Here are issues that should be considered and acknowledged when thinking about the relevance and importance of the NSA intercepts;
1. Senate Foreign Relations Committee Chairman Richard Lugar, despite contributing in some part to the State Department stonewalling Senator Biden on evidence requests on Bolton, nonetheless SIGNED ON to the importance of the NSA intercepts — requesting that those be provided to the Committee. Lugar is now the one defied by the Bush administration. He should be angry. He has been put in the position of defending the administration and its job — but has also been committed to a fair and full investigation. If he stands by Cheney’s White House on this, he undermines his own authority as well as the Senate’s and harms the public interest.
2. These NSA intercepts have been requested for weeks — starting with Senator Dodd first calling for them.
3. Receiving and reviewing the NSA intercepts was a clear part of the agreement between Minority and Majority on the Foreign Relations Committee on agreeing that a vote on Bolton’s nomination could be scheduled for May 12th.
4. Negroponte’s manipulation of the NSA issue as an opportunity to establish new protocols regarding classified information and the Congress damages the system of checks and balances in this government. Strangely, it also undermines the administration as Bolton’s chances for confirmation are now worsened in already fragile circumstances because of the charge that can be fairly leveled that the administration is not subjecting itself to proper Congressional oversight. This gives Hagel and Voinovich, as well as Murkowski, and Lamar Alexander (we won’t mention Lincoln Chafee) an opportunity to stand up for principle rather than “might makes right.” Their responsibilities have been harmed by the White House and this process.

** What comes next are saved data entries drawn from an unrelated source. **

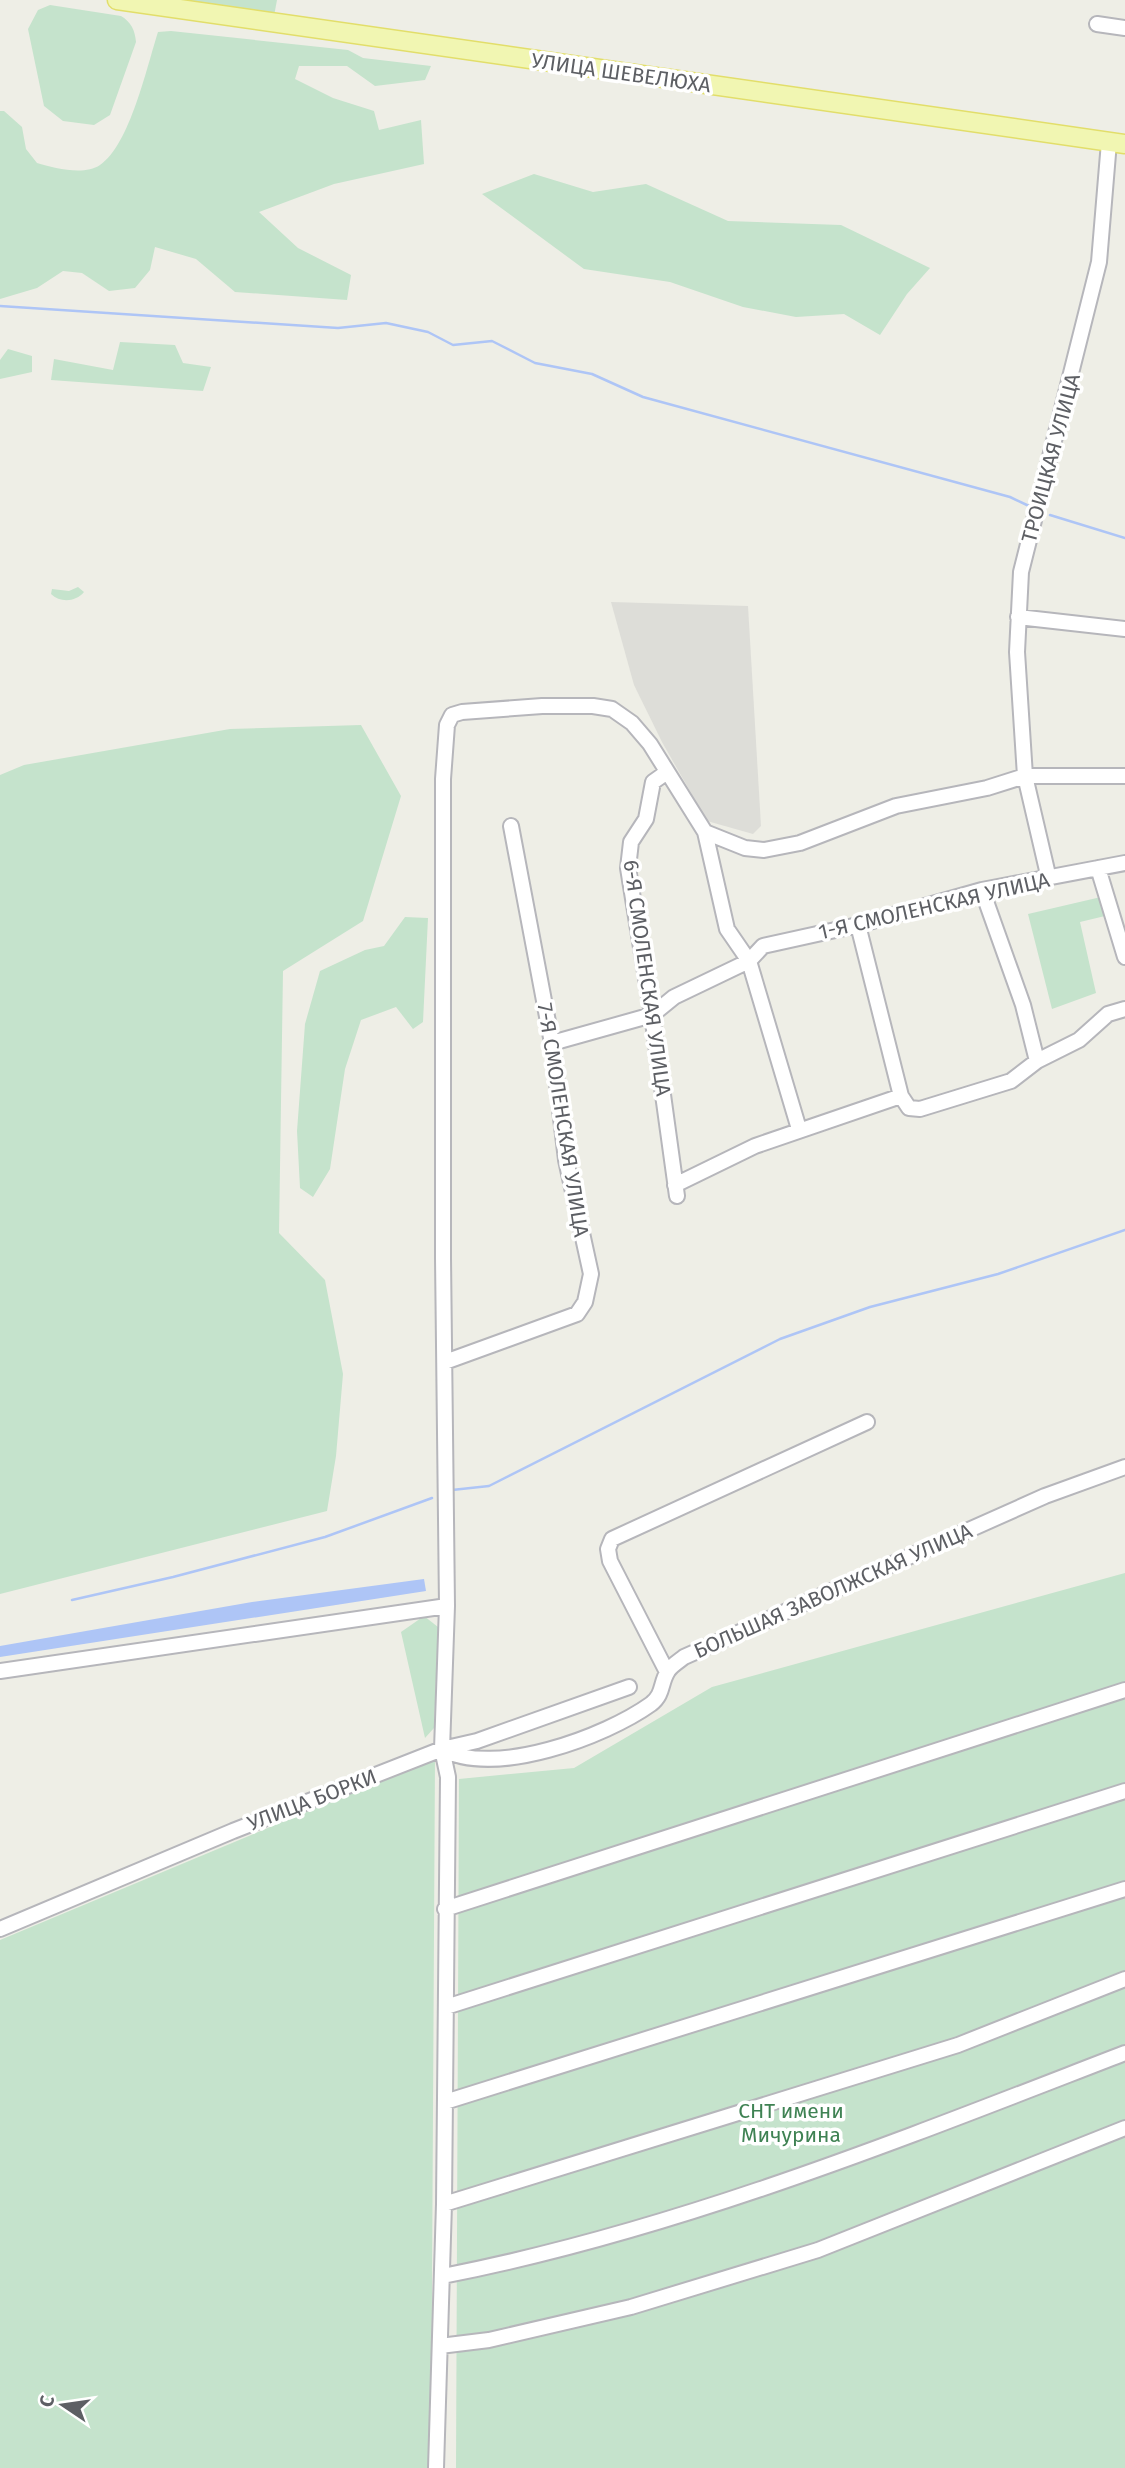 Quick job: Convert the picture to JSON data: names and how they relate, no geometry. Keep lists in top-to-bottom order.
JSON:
{
  "streets": {
    "main road": ["УЛИЦА ШЕВЕЛЮХА"],
    "street": [
      "ТРОИЦКАЯ УЛИЦА",
      "1-Я СМОЛЕНСКАЯ УЛИЦА",
      "6-Я СМОЛЕНСКАЯ УЛИЦА",
      "7-Я СМОЛЕНСКАЯ УЛИЦА",
      "БОЛЬШАЯ ЗАВОЛЖСКАЯ УЛИЦА",
      "УЛИЦА БОРКИ"
    ]
  },
  "crossings": [
    ["УЛИЦА ШЕВЕЛЮХА", "ТРОИЦКАЯ УЛИЦА"],
    ["ТРОИЦКАЯ УЛИЦА", "1-Я СМОЛЕНСКАЯ УЛИЦА"],
    ["1-Я СМОЛЕНСКАЯ УЛИЦА", "6-Я СМОЛЕНСКАЯ УЛИЦА"],
    ["БОЛЬШАЯ ЗАВОЛЖСКАЯ УЛИЦА", "УЛИЦА БОРКИ"]
  ],
  "parks": ["СНТ имени Мичурина"],
  "north": "left"
}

5. All bets are off now on Bolton. I think that a real battle could ensue over this now — with those protesting Bolton and the political tactics driving his nomination as the ones on moral high ground. To win, the White House has to brutally crush opposition among Republican ranks. To do that costs vast amounts of political capital — and ends up sending someone to the U.N. who will be “damaged goods” after this battle.
6. TWN thinks it is fascinating that John Bolton, an Under Secretary — not a Deputy Secretary or Secretary — could access with little resistance the nation’s most secret secrets, possibly to spy on colleagues, or waging a foreign and national security effort at odds with Powell’s policies, or even engaged in vendettas or personal vanity issues — and yet Senators with Constitutional responsibilities in this matter cannot see the same material he did.
Senators Lugar, Murkowski, Alexander, Voinovich, and Hagel are believers in the Republic and in their role in it. They will be cautious about yielding to administration abuse on this front — because Lugar put his own credibility on the line in requesting those NSA intercepts.
Despite Lugar’s good behavior towards the White House, Cheney has just clobbered the Foreign Relations Committee Chairman.